- Born: 23 May 1912 London, England
- Died: 1 June 2002 (aged 90) London, England
- Burial place: St Mary's Church, Brent Eleigh
- Education: Winchester College Trinity College, Cambridge
- Spouse: Jane Lechmere Macaskie ​ ​(m. 1944)​

= David Barran =

British chief executive (1912–2002)

Sir David Haven Barran (23 May 1912 – 1 June 2002) was born in London, the youngest son of Sir John Barran, 2nd Baronet. He was an English oilman who was a senior executive with Shell. Barran served from 1967 to 1972 as the chairman of Shell Transport and Trading and from 1970 to 1972 as the chairman of the Royal Dutch/Shell Group.

==Shell Oil==
He joined Shell after his graduation via its subsidiary the Asiatic Petroleum Company. He was posted in 1935 to Egypt and later to Sudan, Ethiopia, Libya, and the Middle East. At the beginning of World War II he wanted to enlist, but was told his greatest contribution would be to continue his work in the petroleum industry to ensure fuel for the British Eighth Army.
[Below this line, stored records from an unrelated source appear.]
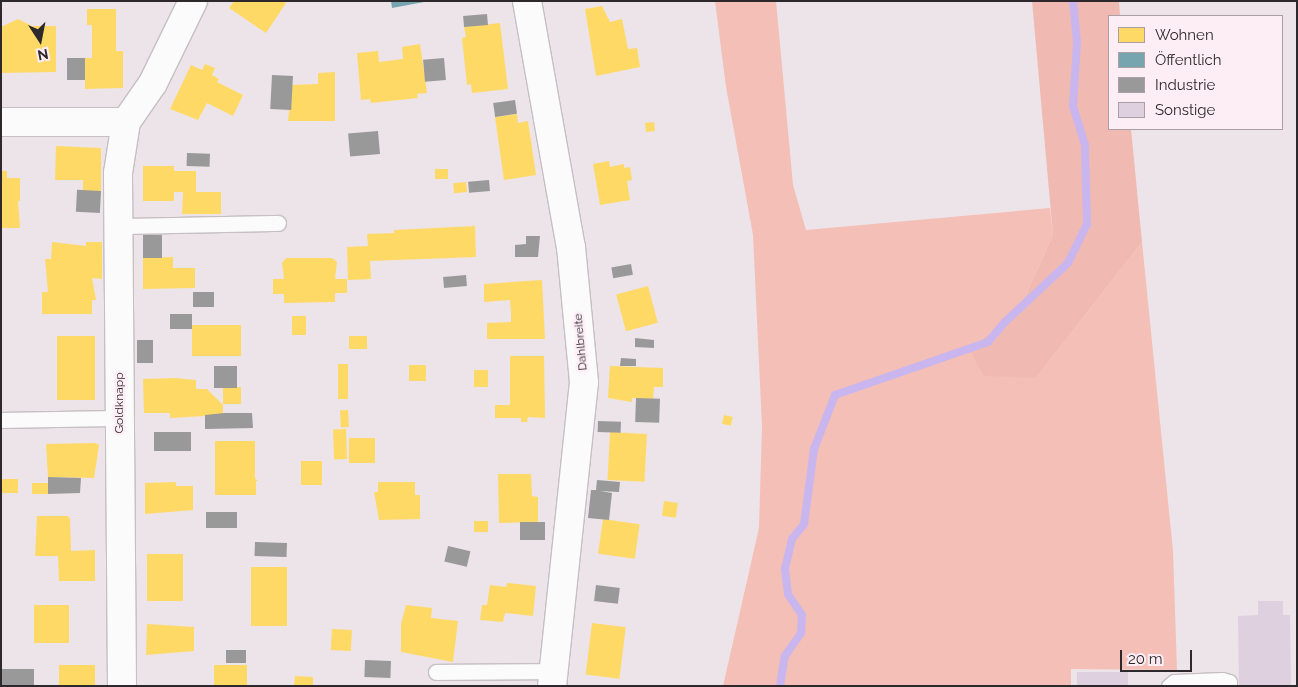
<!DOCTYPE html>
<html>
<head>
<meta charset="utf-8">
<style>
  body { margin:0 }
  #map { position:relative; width:1298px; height:687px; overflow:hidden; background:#ece4e8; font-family:Raleway,sans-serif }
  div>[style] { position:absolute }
  .green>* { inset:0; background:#f4bfb7 }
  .forest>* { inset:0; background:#f0bab2 }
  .homes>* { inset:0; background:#ffd966; transform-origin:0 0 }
  .public>* { inset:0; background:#76a5af }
  .industry>* { inset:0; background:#999; transform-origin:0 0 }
  .stream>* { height:8px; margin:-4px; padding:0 4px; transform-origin:4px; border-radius:4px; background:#c9b6ef }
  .building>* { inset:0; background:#dfd0df; transform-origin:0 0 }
  .roads { filter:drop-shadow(1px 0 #c5bfc2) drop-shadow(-1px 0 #c5bfc2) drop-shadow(0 1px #c5bfc2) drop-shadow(0 -1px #c5bfc2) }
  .lane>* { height:15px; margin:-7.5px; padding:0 7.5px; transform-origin:7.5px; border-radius:7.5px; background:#fcfbfc }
  .street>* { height:28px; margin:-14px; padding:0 14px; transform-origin:14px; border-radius:14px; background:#fcfbfc }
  span { translate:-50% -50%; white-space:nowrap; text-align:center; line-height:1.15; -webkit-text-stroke:5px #fdeef6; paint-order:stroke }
  .street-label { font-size:12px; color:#2d282b }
  .frame { position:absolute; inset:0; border:2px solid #2d282b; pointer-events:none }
  .legend { position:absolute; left:1108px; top:15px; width:175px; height:115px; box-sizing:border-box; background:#fdeef6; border:1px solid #aa9fa5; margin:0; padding:6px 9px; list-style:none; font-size:15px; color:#2d282b }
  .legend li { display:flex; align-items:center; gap:10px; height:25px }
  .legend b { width:25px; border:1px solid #aa9fa5 }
  .north { position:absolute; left:15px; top:15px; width:50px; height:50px; -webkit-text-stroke:4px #fdeef6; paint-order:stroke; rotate:169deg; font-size:14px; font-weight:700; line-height:20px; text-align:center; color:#2d282b }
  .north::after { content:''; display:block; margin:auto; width:18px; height:22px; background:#2d282b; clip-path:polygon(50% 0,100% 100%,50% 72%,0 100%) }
  .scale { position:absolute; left:1120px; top:650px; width:72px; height:22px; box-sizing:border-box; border:2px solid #2d282b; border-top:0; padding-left:6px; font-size:15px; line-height:18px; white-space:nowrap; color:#2d282b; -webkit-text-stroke:4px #fdeef6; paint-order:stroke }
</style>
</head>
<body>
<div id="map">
  <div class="green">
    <div style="clip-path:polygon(715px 1px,776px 1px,793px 185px,806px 230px,1050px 208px,1053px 235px,1019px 310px,969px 349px,1036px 378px,1142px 242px,1173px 551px,1177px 670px,1071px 669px,1071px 686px,723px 686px,759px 528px,762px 427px,753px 235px,726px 87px)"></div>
  </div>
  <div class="forest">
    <div style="clip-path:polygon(1032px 1px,1119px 1px,1120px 16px,1109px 16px,1109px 129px,1131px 129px,1142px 242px,1036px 378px,984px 376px,969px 349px,1019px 310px,1053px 235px)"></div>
  </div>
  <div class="homes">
    <div style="clip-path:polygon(234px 1px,285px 1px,286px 3px,266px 33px,229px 8px)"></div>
    <div style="clip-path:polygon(602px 6px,610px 22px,622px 19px,628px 49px,637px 48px,640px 67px,596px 76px,585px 9px)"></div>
    <div style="clip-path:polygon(87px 9px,116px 9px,116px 51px,123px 51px,123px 88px,85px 89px,85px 58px,92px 58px,92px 25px,87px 25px)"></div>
    <div style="clip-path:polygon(18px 19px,32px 26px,56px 26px,56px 72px,1px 73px,1px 27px)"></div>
    <div style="clip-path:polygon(500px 23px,508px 89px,472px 93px,471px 84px,467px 85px,462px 38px,466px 37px,464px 27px)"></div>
    <div style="clip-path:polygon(420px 44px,427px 93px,417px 94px,418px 98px,371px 103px,370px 99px,361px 100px,357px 53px,378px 51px,379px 62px,403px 59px,402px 47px)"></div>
    <div style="clip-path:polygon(205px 64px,215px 68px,212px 75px,219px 79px,217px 82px,243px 95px,233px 116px,207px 103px,198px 120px,170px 109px,191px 65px,202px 70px)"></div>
    <div style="clip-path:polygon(335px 72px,335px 121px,288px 121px,292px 85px,318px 84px,318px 73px)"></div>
    <div style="clip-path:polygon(517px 114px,518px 123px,528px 121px,536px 175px,504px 180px,495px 117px)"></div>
    <div style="left:654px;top:122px;width:9px;height:9px;rotate:84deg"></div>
    <div style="clip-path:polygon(56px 146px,101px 148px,101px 191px,83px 191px,83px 180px,55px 180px)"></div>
    <div style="clip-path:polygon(609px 161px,610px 167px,624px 164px,624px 168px,630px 167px,632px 180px,627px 181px,630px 200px,600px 205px,593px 164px)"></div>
    <div style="clip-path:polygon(143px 166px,174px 166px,174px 171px,196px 171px,196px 192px,221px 192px,221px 214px,182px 214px,183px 192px,174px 192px,174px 201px,143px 201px)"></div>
    <div style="left:435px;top:169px;width:13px;height:10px"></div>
    <div style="clip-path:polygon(1px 171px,7px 171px,7px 178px,20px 178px,20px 201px,18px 201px,20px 228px,1px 228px)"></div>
    <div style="left:466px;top:182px;width:10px;height:13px;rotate:84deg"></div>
    <div style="clip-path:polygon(475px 226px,476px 257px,370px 261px,371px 279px,348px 280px,347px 247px,368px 246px,367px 234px,394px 233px,394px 230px)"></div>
    <div style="clip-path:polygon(52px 242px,86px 246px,86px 242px,102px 242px,102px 279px,92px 278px,96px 300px,92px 300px,92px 314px,42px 314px,42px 292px,48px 292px,45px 259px,51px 259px)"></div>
    <div style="clip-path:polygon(173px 257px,173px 268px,195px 268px,195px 288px,143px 289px,143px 258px)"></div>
    <div style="clip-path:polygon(286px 258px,332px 258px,337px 262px,335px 279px,347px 279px,347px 293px,335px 293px,335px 302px,284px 303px,284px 294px,273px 294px,273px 279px,284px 279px,282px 263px)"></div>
    <div style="clip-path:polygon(542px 280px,545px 339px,487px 339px,487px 323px,511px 322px,511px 312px,510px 300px,484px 302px,484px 284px)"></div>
    <div style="left:648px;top:286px;width:38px;height:33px;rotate:75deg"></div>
    <div style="left:292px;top:316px;width:14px;height:19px"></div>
    <div style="left:192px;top:325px;width:49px;height:31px"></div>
    <div style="left:57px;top:336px;width:38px;height:64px"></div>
    <div style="left:349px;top:336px;width:18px;height:13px"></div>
    <div style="clip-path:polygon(510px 356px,544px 356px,545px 418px,528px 417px,527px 422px,521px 422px,521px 418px,495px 418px,495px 405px,510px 405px)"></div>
    <div style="left:338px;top:364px;width:10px;height:35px"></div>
    <div style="left:409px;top:365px;width:17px;height:16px"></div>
    <div style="clip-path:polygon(610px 366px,663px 368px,663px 387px,654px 387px,653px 399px,632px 398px,632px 402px,608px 398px)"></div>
    <div style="left:474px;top:370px;width:14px;height:17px"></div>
    <div style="clip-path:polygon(175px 378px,196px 380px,196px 389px,207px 389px,223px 405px,223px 415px,170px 418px,170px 413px,144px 413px,143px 379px)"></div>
    <div style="left:241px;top:387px;width:17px;height:18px;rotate:90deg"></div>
    <div style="left:348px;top:410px;width:17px;height:8px;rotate:87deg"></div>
    <div style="left:724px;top:415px;width:9px;height:9px;rotate:13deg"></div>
    <div style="left:346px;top:429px;width:30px;height:13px;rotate:88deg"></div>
    <div style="left:610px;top:432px;width:37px;height:48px;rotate:3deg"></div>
    <div style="left:349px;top:438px;width:26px;height:25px"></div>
    <div style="clip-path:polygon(215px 441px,255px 441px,255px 478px,258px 481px,256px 481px,256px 495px,215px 495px)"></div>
    <div style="clip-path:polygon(95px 443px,99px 445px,94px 478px,48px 477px,46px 444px)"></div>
    <div style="left:301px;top:461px;width:21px;height:24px"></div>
    <div style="clip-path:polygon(498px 474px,531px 474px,532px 496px,538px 497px,538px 522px,499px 523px)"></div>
    <div style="left:18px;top:479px;width:14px;height:17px;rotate:90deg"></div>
    <div style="clip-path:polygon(176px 482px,176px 486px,193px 486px,193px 510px,145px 514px,145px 483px)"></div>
    <div style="clip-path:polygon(378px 482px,415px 482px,415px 495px,420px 495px,420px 519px,379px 520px,374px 492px,378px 492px)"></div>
    <div style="left:32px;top:483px;width:16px;height:11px"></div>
    <div style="left:664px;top:501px;width:14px;height:15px;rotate:8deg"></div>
    <div style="clip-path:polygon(37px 516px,68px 516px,70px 519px,71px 551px,95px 550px,95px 581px,59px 581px,58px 556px,35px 556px)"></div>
    <div style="left:603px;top:519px;width:37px;height:35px;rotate:8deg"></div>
    <div style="left:474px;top:521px;width:14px;height:11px"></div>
    <div style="left:183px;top:554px;width:47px;height:36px;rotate:90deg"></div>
    <div style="left:251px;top:567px;width:36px;height:59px"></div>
    <div style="clip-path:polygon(507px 583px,536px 586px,533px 616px,505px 613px,503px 622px,480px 620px,482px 605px,487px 605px,490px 585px,506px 587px)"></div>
    <div style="left:34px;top:605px;width:35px;height:38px"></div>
    <div style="clip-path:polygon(406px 605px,432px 608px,431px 618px,458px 621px,453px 662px,401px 652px,401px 624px)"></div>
    <div style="left:592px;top:623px;width:34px;height:52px;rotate:7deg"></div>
    <div style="clip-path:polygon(147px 624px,194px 627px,194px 651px,146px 655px)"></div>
    <div style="left:332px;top:629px;width:20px;height:21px;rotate:3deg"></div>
    <div style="left:59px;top:665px;width:36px;height:21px"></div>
    <div style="left:214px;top:665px;width:33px;height:21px"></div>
    <div style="clip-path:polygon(295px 676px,313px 677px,313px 686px,294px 686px)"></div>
  </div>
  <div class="public">
    <div style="clip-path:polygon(391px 1px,424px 1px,424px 2px,392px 8px)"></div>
  </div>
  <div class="industry">
    <div style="left:487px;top:14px;width:11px;height:24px;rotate:85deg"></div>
    <div style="left:67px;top:58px;width:18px;height:22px"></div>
    <div style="left:444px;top:58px;width:22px;height:21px;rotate:85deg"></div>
    <div style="left:272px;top:75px;width:21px;height:34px;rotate:3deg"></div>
    <div style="left:515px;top:100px;width:14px;height:22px;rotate:82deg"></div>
    <div style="left:378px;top:131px;width:23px;height:30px;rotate:85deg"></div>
    <div style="left:187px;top:153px;width:23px;height:13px;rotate:2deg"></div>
    <div style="left:489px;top:180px;width:11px;height:21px;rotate:85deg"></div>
    <div style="left:101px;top:191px;width:22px;height:24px;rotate:93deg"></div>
    <div style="left:143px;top:235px;width:19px;height:23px"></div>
    <div style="clip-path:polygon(526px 236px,540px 236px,538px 257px,515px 257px,515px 245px,526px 244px)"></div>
    <div style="left:631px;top:264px;width:11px;height:20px;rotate:80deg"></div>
    <div style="left:466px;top:275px;width:11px;height:23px;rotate:85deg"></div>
    <div style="left:193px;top:292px;width:21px;height:15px"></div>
    <div style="left:192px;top:314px;width:15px;height:22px;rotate:90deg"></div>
    <div style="clip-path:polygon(635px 338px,654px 340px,654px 348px,635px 347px)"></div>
    <div style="left:137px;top:340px;width:16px;height:23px"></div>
    <div style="clip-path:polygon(621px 358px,636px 359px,636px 366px,620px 366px)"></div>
    <div style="left:214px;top:366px;width:23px;height:22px"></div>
    <div style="left:636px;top:398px;width:24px;height:24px;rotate:2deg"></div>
    <div style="clip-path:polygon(224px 413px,252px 413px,253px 428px,205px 429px,205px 415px)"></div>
    <div style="left:598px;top:421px;width:23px;height:11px;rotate:2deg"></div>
    <div style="left:154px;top:432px;width:37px;height:19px"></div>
    <div style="clip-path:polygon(48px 477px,81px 478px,80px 493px,48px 494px)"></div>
    <div style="clip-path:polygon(597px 480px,620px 482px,619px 492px,600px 491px,612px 493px,609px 520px,588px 518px,591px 490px,596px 490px)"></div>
    <div style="left:206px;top:512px;width:31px;height:16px"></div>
    <div style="left:520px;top:522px;width:25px;height:18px"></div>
    <div style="left:255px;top:542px;width:32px;height:14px;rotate:2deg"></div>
    <div style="left:448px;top:546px;width:23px;height:16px;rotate:13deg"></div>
    <div style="left:596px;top:585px;width:24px;height:16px;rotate:7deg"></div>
    <div style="left:226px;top:650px;width:20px;height:13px"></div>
    <div style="left:365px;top:660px;width:26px;height:17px;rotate:2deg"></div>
    <div style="left:1px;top:669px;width:33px;height:17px"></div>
  </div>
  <div class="stream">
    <div style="left:780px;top:686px;width:30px;rotate:-81deg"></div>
    <div style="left:785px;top:656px;width:28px;rotate:-55deg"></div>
    <div style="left:801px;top:633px;width:18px;rotate:-87deg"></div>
    <div style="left:802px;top:615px;width:25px;rotate:-124deg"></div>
    <div style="left:788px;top:594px;width:25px;rotate:-97deg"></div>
    <div style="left:785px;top:569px;width:31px;rotate:-77deg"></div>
    <div style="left:792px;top:539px;width:19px;rotate:-51deg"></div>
    <div style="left:804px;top:524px;width:76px;rotate:-82.4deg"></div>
    <div style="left:814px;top:449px;width:58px;rotate:-68.7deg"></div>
    <div style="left:835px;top:395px;width:162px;rotate:-19.1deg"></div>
    <div style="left:988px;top:342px;width:26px;rotate:-50deg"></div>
    <div style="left:1005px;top:322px;width:86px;rotate:-43.1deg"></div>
    <div style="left:1068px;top:263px;width:43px;rotate:-64deg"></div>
    <div style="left:1087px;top:224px;width:79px;rotate:-91.5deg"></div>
    <div style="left:1085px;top:145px;width:41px;rotate:-107.1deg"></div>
    <div style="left:1073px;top:106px;width:64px;rotate:-86.4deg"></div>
    <div style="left:1077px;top:42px;width:41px;rotate:-95.6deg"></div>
  </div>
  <div class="building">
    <div style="clip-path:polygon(1258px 601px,1283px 601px,1283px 615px,1290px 615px,1291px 686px,1239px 686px,1238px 616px,1258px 615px)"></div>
    <div style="left:1077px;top:672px;width:51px;height:14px"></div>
  </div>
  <div class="roads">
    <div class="lane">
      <div style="left:120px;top:226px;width:158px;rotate:-1.1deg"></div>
      <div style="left:1px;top:420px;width:120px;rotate:-1deg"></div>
      <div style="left:436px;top:672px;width:118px;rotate:-0.5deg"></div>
      <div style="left:1169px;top:686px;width:6px;rotate:-39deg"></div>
      <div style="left:1174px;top:682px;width:48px;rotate:-2.4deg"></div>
      <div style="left:1222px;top:680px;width:7px;rotate:16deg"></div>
      <div style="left:1229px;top:682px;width:4px;rotate:90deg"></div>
    </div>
    <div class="street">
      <div style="left:527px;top:1px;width:250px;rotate:79.9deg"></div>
      <div style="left:571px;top:247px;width:136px;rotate:84.5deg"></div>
      <div style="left:584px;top:382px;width:306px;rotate:96deg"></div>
      <div style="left:1px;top:122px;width:125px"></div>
      <div style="left:126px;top:122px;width:47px;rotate:-55.3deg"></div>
      <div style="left:153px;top:83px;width:91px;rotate:-64deg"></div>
      <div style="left:122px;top:686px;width:513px;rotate:-90.45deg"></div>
      <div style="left:118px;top:173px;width:52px;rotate:-81.1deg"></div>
    </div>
  </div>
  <div class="street-label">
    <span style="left:581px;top:342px;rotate:-95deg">Dahlbreite</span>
    <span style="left:120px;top:403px;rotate:-90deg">Goldknapp</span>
  </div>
  <div class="frame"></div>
  <ul class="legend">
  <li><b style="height:14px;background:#ffd966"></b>Wohnen</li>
  <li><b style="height:14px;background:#76a5af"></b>Öffentlich</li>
  <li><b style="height:14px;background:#999"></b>Industrie</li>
  <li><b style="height:14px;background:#dfd0df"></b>Sonstige</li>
  </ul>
  <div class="north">N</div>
  <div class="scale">20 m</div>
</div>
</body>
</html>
At the end of war Barran was posted to India, but returned to London in 1947. Through the 1950s he held positions in trade relations, marketing, and economics. In 1954 he negotiated a production agreement with the Venezuelan government, and in 1956 an agreement with the Kuwait government. In 1958 he became president of the Asiatic Petroleum Corporation in New York. Barran returned to London in 1961 and was elected a director of Shell Transport and Trading. In 1967 Barran was elected chairman of Shell Transport and Trading and by 1969 he was the highest paid person in the UK with a salary of £72,818. In 1970 he became chairman of the Committee of Managing Directors of the Royal Dutch/Shell Group. He was the first British (Shell) member to head the committee. Barran also held directorships with British Insulated Callender's Cables, British Leyland, British Steel, General Accident, and Glaxo. Following the death of Lord Armstrong of Sanderstead in 1980, Barran served as the chairman of the Midland Bank from 1980 until 1982. Barran retired as a director of Shell in 1983.

==Marriage and death==
In 1944, Barran married Jane Macaskie. They had four sons and three daughters. He died in London on 1 June 2002.